Material for this task Block Start

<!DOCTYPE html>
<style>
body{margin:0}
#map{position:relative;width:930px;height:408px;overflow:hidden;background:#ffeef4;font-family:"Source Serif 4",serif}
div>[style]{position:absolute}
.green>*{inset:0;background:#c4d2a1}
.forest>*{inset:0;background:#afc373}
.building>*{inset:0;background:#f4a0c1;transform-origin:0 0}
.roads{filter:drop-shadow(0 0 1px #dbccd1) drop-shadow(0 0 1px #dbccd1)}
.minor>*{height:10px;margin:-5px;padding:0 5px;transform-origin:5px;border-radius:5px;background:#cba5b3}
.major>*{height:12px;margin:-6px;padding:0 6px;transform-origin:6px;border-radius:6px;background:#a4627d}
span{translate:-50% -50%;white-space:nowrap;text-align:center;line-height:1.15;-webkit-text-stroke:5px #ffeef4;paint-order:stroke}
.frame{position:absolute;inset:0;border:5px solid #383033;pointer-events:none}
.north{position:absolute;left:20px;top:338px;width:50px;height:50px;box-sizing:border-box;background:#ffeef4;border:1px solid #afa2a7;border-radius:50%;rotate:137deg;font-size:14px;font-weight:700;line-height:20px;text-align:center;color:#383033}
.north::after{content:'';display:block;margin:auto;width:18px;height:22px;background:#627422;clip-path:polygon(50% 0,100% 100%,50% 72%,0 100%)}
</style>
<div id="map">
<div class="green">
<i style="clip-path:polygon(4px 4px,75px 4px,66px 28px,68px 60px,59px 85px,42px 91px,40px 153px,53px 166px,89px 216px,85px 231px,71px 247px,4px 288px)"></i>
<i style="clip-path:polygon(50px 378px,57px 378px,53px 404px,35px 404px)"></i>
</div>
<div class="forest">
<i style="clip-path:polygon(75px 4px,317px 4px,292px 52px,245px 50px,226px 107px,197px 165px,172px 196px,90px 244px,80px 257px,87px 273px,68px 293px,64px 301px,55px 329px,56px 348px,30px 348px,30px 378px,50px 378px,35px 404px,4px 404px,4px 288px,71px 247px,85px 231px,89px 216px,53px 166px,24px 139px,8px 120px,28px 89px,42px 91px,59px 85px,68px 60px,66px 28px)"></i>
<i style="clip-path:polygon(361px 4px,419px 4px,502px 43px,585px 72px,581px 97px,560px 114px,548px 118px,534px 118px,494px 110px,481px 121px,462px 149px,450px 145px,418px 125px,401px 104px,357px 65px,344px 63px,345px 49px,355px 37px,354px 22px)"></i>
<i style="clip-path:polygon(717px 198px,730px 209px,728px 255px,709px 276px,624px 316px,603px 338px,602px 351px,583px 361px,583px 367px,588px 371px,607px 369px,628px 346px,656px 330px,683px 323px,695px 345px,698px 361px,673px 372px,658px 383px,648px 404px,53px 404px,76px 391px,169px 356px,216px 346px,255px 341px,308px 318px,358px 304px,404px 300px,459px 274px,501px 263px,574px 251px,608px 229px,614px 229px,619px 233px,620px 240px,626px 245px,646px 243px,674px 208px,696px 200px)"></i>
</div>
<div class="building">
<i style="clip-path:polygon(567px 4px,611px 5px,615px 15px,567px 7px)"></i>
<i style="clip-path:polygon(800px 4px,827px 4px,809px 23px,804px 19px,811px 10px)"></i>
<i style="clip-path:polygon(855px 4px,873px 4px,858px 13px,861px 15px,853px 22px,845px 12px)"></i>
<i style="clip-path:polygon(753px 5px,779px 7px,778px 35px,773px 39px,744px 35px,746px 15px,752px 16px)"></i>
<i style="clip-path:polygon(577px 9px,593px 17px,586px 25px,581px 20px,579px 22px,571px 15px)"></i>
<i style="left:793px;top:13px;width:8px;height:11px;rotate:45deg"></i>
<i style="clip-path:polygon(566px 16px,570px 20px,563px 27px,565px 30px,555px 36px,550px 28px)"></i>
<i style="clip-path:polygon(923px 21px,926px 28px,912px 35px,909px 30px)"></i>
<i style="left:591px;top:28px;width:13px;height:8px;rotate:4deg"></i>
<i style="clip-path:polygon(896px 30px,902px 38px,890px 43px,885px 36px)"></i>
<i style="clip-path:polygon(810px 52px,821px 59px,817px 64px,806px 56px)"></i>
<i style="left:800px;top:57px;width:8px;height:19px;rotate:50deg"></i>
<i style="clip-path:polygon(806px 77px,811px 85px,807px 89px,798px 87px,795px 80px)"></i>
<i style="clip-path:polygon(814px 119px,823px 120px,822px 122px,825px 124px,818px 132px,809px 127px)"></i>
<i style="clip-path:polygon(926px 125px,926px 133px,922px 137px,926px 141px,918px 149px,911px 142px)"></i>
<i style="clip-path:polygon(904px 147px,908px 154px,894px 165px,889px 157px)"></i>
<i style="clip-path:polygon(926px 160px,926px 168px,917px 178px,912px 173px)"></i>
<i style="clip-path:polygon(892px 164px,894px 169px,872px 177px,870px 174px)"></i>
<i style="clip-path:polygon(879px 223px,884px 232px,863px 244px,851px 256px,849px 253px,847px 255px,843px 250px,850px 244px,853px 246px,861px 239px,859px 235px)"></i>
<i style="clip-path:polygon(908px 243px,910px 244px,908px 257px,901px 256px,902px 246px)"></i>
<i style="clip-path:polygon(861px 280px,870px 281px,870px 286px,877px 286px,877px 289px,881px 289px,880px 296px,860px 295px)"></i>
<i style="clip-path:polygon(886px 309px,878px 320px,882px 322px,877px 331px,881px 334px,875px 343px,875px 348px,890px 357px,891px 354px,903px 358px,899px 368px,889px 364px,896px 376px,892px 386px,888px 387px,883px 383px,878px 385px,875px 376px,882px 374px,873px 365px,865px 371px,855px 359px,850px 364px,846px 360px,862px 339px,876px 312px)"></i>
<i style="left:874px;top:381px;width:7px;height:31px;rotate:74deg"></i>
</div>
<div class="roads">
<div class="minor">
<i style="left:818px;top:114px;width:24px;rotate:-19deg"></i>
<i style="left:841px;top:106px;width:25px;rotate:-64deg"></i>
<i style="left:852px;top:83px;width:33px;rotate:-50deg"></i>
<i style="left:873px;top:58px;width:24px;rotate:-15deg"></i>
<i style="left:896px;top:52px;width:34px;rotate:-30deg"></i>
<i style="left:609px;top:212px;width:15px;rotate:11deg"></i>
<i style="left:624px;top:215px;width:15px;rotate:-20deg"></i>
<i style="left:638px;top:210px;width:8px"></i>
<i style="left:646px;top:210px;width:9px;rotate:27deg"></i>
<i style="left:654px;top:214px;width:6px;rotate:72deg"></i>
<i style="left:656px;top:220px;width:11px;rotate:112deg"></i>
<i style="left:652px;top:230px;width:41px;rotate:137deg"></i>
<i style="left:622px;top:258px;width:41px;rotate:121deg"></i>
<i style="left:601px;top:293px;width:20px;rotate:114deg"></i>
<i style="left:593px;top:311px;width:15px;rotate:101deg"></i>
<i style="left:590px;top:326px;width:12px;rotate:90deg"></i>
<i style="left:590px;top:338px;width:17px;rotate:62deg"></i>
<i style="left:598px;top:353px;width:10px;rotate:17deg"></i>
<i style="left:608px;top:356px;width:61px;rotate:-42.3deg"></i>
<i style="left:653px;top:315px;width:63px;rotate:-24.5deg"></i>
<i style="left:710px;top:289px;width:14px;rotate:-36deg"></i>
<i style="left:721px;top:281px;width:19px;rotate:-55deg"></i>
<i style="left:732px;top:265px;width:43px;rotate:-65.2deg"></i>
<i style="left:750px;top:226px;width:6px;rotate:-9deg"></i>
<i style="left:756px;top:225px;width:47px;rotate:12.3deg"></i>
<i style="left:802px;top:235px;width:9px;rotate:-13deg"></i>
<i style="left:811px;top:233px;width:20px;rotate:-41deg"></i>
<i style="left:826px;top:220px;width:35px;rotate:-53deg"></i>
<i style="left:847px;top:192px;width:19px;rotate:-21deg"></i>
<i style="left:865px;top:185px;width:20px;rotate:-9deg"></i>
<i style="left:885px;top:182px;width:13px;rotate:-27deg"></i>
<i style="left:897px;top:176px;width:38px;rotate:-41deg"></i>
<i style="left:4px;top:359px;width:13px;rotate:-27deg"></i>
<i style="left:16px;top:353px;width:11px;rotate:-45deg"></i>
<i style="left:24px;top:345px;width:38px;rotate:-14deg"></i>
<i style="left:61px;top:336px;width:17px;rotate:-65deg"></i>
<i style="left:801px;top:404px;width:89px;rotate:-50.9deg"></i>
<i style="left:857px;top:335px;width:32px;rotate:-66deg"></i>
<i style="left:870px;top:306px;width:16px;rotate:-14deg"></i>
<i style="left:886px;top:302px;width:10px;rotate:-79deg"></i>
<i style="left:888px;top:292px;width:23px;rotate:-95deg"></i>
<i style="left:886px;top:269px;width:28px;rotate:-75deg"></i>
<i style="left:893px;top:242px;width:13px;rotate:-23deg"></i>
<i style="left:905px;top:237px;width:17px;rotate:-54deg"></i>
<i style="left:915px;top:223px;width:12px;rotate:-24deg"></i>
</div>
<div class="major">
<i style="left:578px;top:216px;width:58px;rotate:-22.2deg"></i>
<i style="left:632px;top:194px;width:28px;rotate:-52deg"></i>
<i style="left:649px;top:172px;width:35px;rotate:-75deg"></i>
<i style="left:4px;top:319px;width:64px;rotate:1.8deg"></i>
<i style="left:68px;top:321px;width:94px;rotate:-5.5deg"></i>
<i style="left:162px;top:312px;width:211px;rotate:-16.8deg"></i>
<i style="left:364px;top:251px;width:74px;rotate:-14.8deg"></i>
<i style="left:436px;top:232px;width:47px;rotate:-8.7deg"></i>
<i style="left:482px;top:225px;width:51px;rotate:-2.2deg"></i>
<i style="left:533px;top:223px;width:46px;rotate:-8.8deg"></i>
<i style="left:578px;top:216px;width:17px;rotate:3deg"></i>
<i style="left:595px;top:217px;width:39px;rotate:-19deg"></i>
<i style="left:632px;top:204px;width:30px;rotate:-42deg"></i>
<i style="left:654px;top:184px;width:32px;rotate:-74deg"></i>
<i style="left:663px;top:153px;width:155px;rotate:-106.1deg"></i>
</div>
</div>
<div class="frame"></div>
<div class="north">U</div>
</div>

Material for this task Block End

▶ _Instructions to follow_
Start at the first line of the entries and stop at the line with "1px #dbccd1) drop-shadow(0". Retype each of those lines exactly, both ends included.

▶ _Exercise solution_
<!DOCTYPE html>
<style>
body{margin:0}
#map{position:relative;width:930px;height:408px;overflow:hidden;background:#ffeef4;font-family:"Source Serif 4",serif}
div>[style]{position:absolute}
.green>*{inset:0;background:#c4d2a1}
.forest>*{inset:0;background:#afc373}
.building>*{inset:0;background:#f4a0c1;transform-origin:0 0}
.roads{filter:drop-shadow(0 0 1px #dbccd1) drop-shadow(0 0 1px #dbccd1)}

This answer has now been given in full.